MySQL Bugs: #19330: Optimizer chooses wrong table order then query does not come back

Bug #19330	Optimizer chooses wrong table order then query does not come back
Submitted:	25 Apr 2006 9:56	Modified:	6 Feb 2014 13:58
Reporter:	Oli Sennhauser	Email Updates:
Status:	Can't repeat	Impact on me:	None
Category:	MySQL Server: Optimizer	Severity:	S5 (Performance)
Version:	5.0.20	OS:	Linux (linux)
Assigned to:	Assigned Account	CPU Architecture:	Any

Description:
Optimizer chooses wrong table order then query does not come back due to wrong execution plan.

Table ft must come AFTER table dstop!

How to repeat:
See file attached data file.
mysql -u root dbrent < file.dmp
CHECK TABLE drdat, mitarbeiter, firma, stadt, fsdaten, fahrt;
SELECT ... (see attachement).

query and execution plan

Attachment: rechnungslauf.sql (text/x-sql), 29.77 KiB.

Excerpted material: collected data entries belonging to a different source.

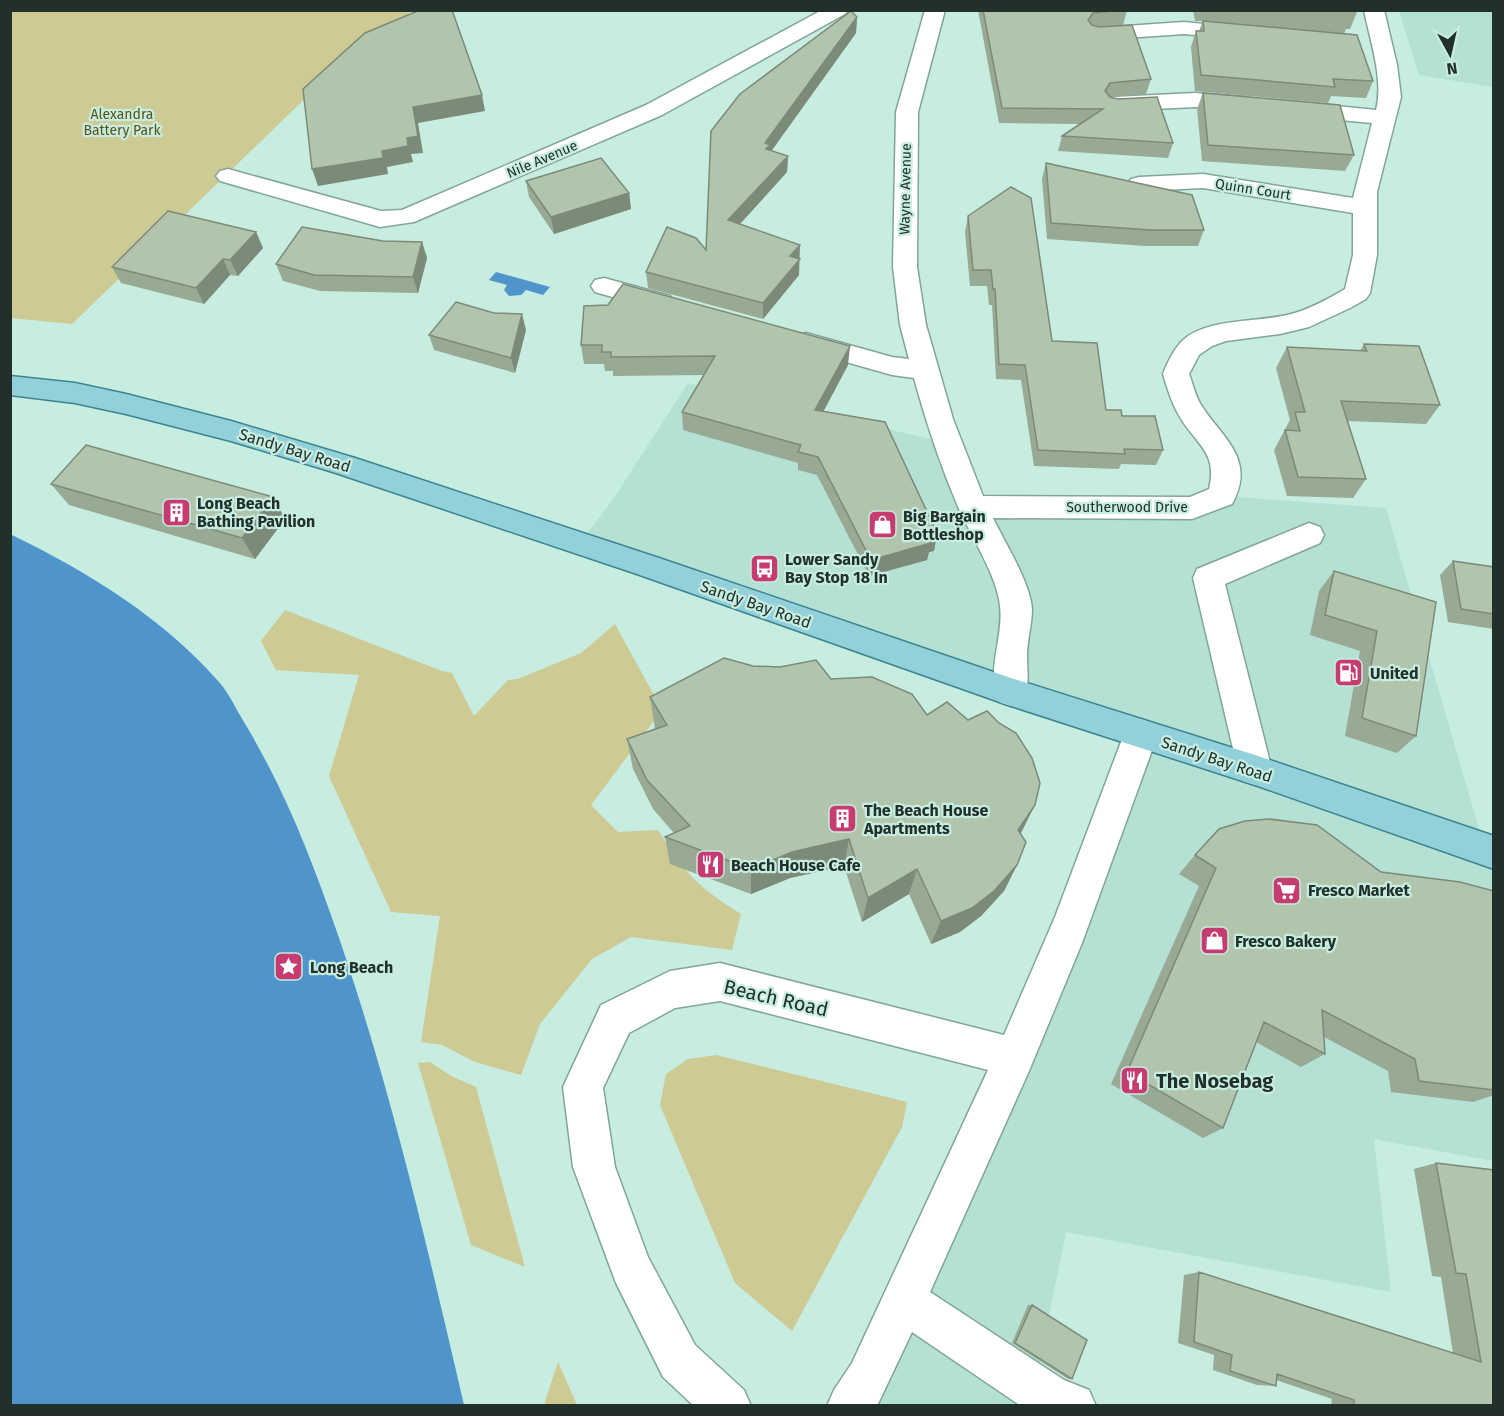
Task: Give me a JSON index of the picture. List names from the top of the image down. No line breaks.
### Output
{"streets":{"main road":["Sandy Bay Road"],"street":["Nile Avenue","Wayne Avenue","Quinn Court","Southerwood Drive","Beach Road"]},"crossings":[["Wayne Avenue","Sandy Bay Road"],["Wayne Avenue","Southerwood Drive"],["Quinn Court","Southerwood Drive"]],"parks":["Alexandra Battery Park"],"places":{"building":["Long Beach Bathing Pavilion","The Beach House Apartments"],"shop":["Big Bargain Bottleshop","Fresco Bakery"],"bus stop":["Lower Sandy Bay Stop 18 In"],"fuel station":["United"],"restaurant":["Beach House Cafe","The Nosebag"],"supermarket":["Fresco Market"],"place":["Long Beach"]},"north":"bottom"}
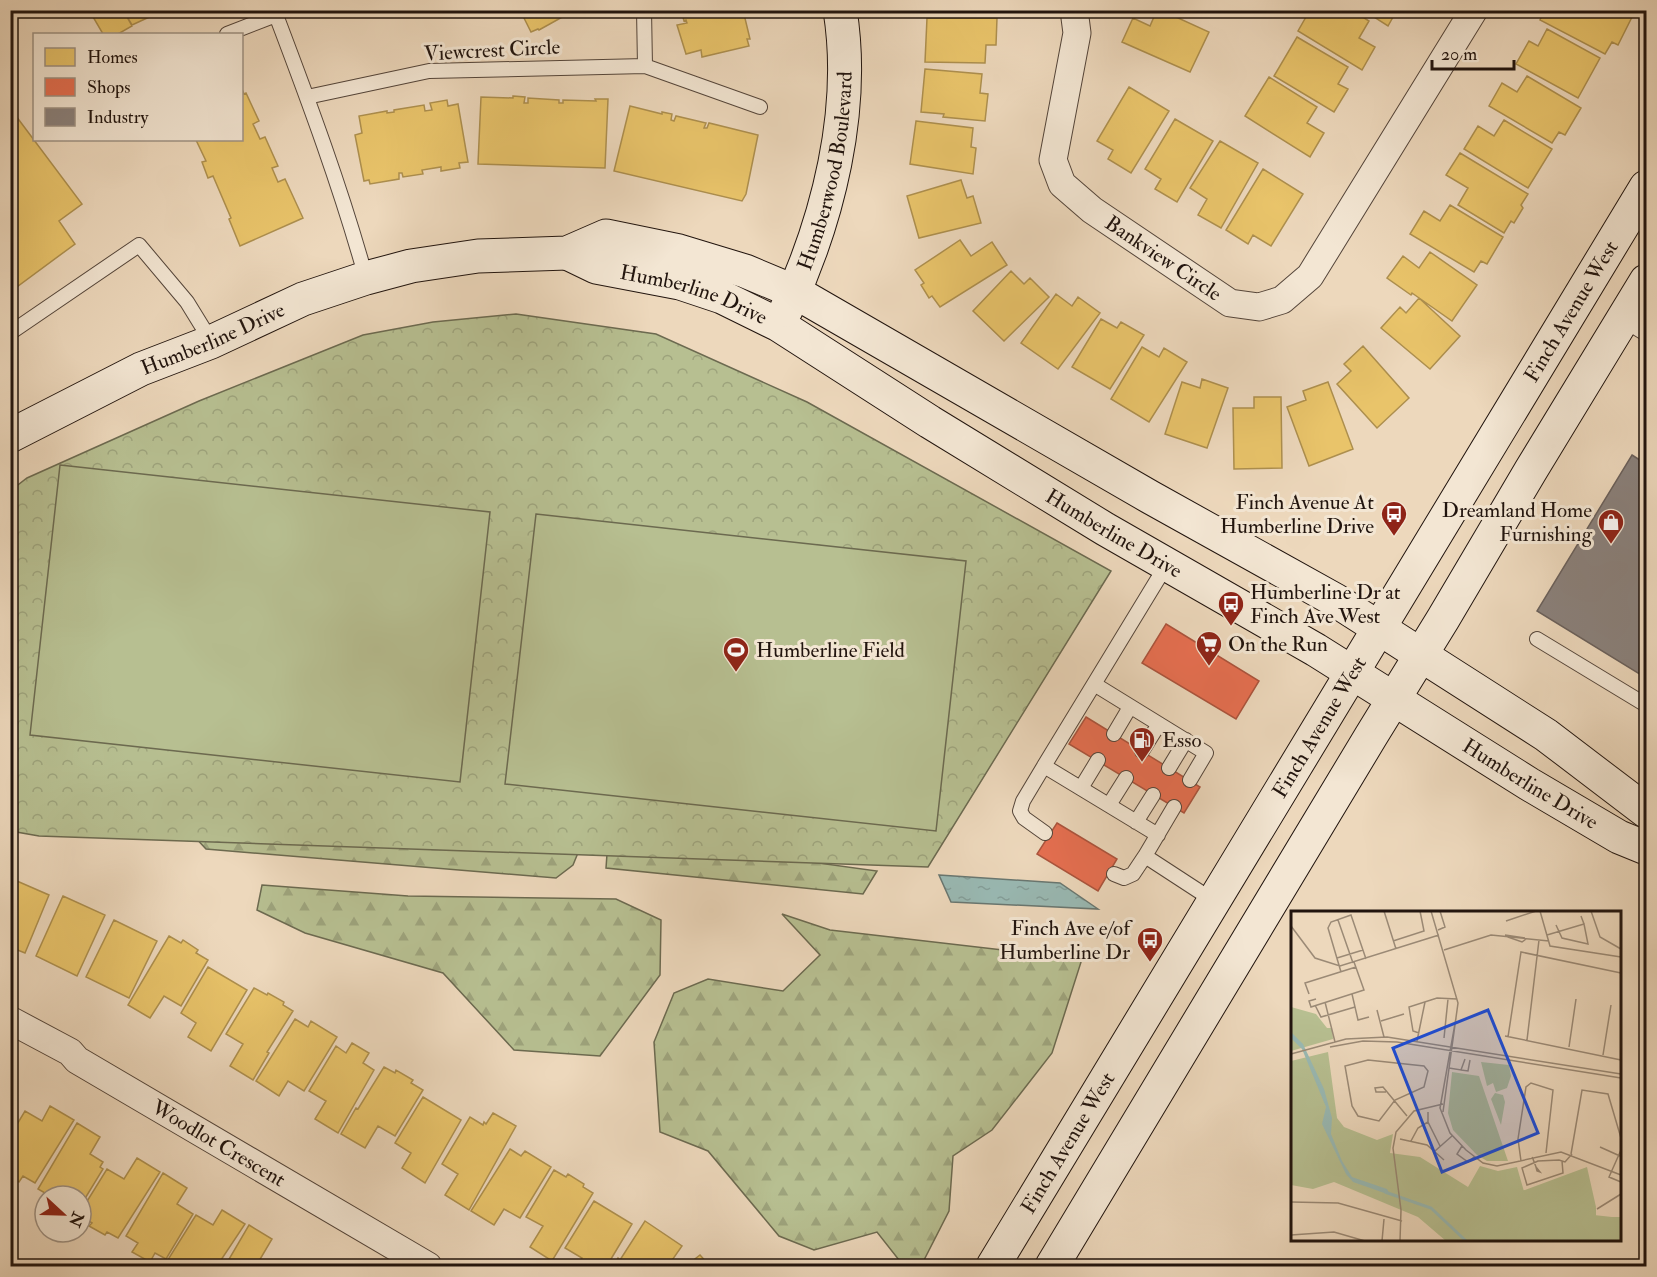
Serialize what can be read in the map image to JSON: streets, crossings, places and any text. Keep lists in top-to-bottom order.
{
  "streets": {
    "street": [
      "Humberwood Boulevard",
      "Bankview Circle",
      "Humberline Drive",
      "Finch Avenue West",
      "Woodlot Crescent"
    ],
    "lane": ["Viewcrest Circle"]
  },
  "crossings": [
    ["Humberwood Boulevard", "Humberline Drive"],
    ["Humberline Drive", "Finch Avenue West"]
  ],
  "places": {
    "bus stop": ["Finch Avenue At Humberline Drive", "Humberline Dr at Finch Ave West", "Finch Ave e/of Humberline Dr"],
    "shop": ["Dreamland Home Furnishing"],
    "supermarket": ["On the Run"],
    "sports": ["Humberline Field"],
    "fuel station": ["Esso"]
  },
  "legend": ["Homes", "Shops", "Industry"],
  "scale_bar": "20 m",
  "north": "right"
}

Thank you for a problem report. Please, send the my.cnf file content. 

To me the first plan, selected by optimizer, looks better than second one, by the way. At least, if take into account number of rows to lookup.

Hi Valeriy

I do fully agree with you again. The execution plan looks better. But with STRAIGTH_JOIN it runs 4 sec. on my machine and without it is not back after ... min.

my.cnf

[mysqld]
port            = 3310
socket          = /u00/app/mysql/tmp/mysql-5.0.20.sock

log_slow_queries       = slow.log
long_query_time        = 1
log_long_format

lower_case_table_names = 1
log_bin                = bin_log
innodb_status_file     = innodb_status.log
myisam_sort_buffer_size = 32M

default.key_buffer_size         = 32M
hot.key_buffer_size         = 32M
cold.key_buffer_size         = 32M

I was able to repeat this using the attached file with 5.0 from bk

This problem can be demonstrated on the following two simple queries that use the same database state as the reported queries.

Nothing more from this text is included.